106 Scopus citations


In the kidney, epoxyeicosatrienoic acids (EETs) have been suggested to be endothelium-derived hyperpolarizing factors (EDHFs). The aim of the present study was to determine the contribution of EETs to the preglomerular vasodilation elicited by bradykinin. Sprague-Dawley rats were studied utilizing an in vitro perfused juxtamedullary nephron preparation. The afferent arteriolar diameter was determined and the diameter averaged 19 ± 1 μm (n = 26) at a renal perfusion pressure of 100 mm Hg. Addition of 1, 10 and 100 nM bradykinin to the perfusate dose-dependently increased afferent arteriolar diameter by 5 ± 1, 12 ± 2 and 17 ± 2%, respectively. The nitric oxide inhibitor Nω-nitro-L-arginine reduced bradykinin-induced afferent arteriolar vasodilation by 50%, and the diameter increased by 9 ± 2% in response to 100 nM bradykinin. Epoxygenase inhibitors N-methylsulphonyl-6-(2-propargyloxyphenyl)hexanamide or miconazole greatly attenuated the nitric oxide-independent component of the vasodilation elicited by bradykinin.
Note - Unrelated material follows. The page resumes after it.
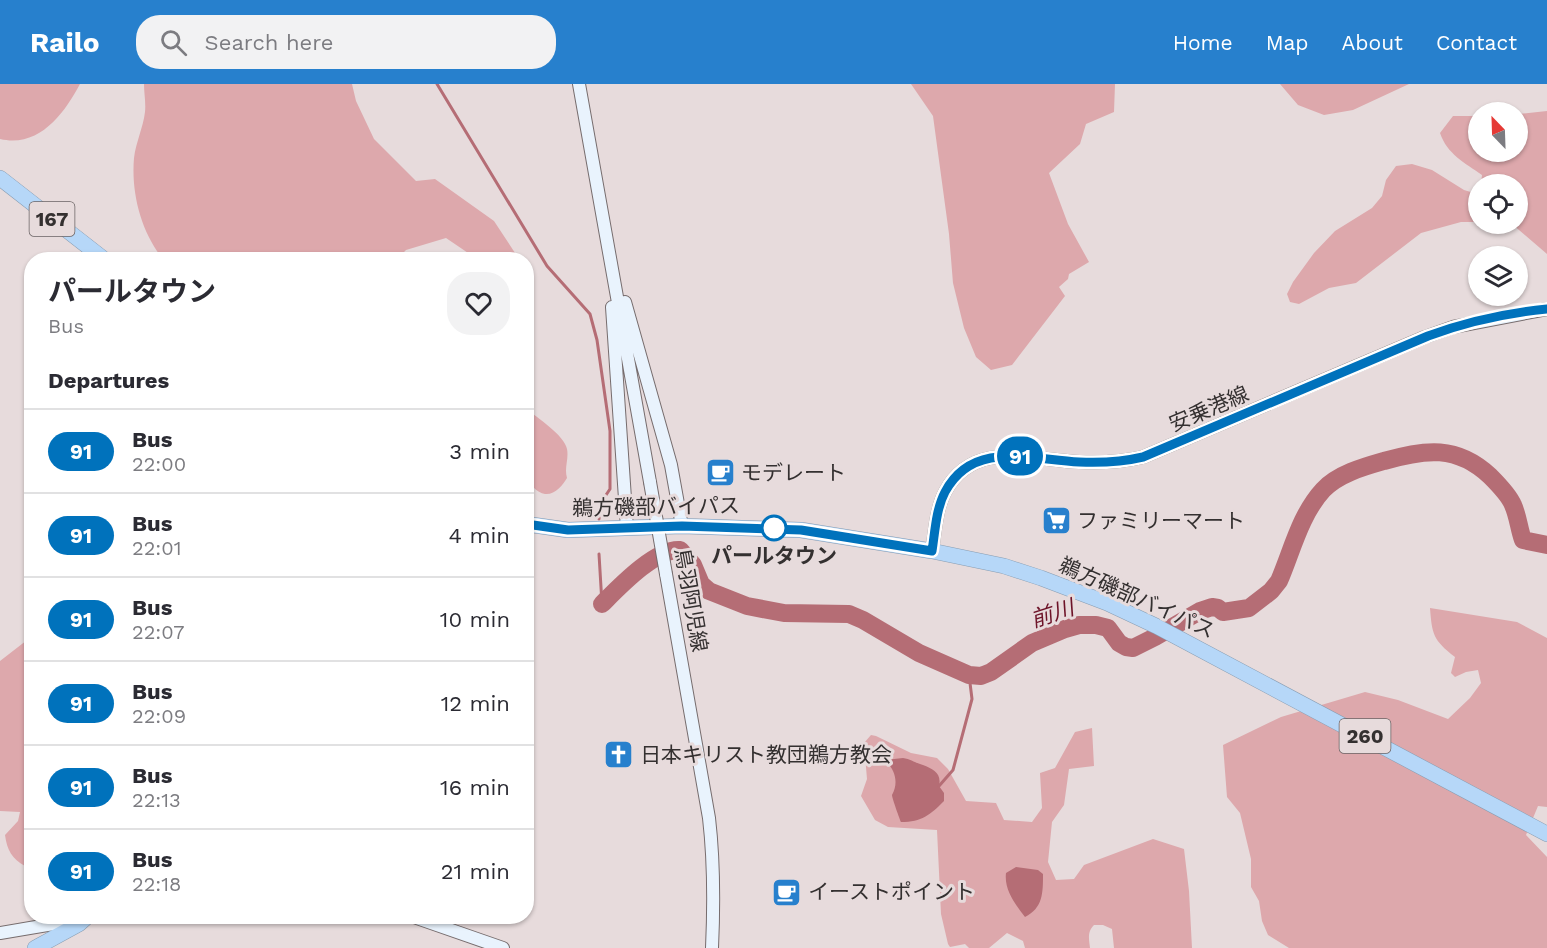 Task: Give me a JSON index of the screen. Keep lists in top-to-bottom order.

Cyclooxygenase (COX) inhibition attenuated the nitric oxide-independent vasodilation elicited by 1 nM bradykinin but did not significantly affect the vascular response to 100 nM bradykinin. Combined inhibition of nitric oxide, COX and epoxygenase pathways completely abolished bradykinin-mediated afferent arteriolar vasodilation. In additional studies, renal microvessels were isolated and incubated with bradykinin and samples were analyzed by NICI/GC/MS. Under control conditions, renal microvascular EET levels averaged 49 ± 9 pg/mg/20 min (n = 7). In the presence of bradykinin, EET levels were significantly higher and averaged 81 ± 11 pg/mg/20 min (n = 7). These data support the concept that EETs are EDHFs and contribute to the nitric oxide-independent afferent arteriolar vasodilation elicited by bradykinin.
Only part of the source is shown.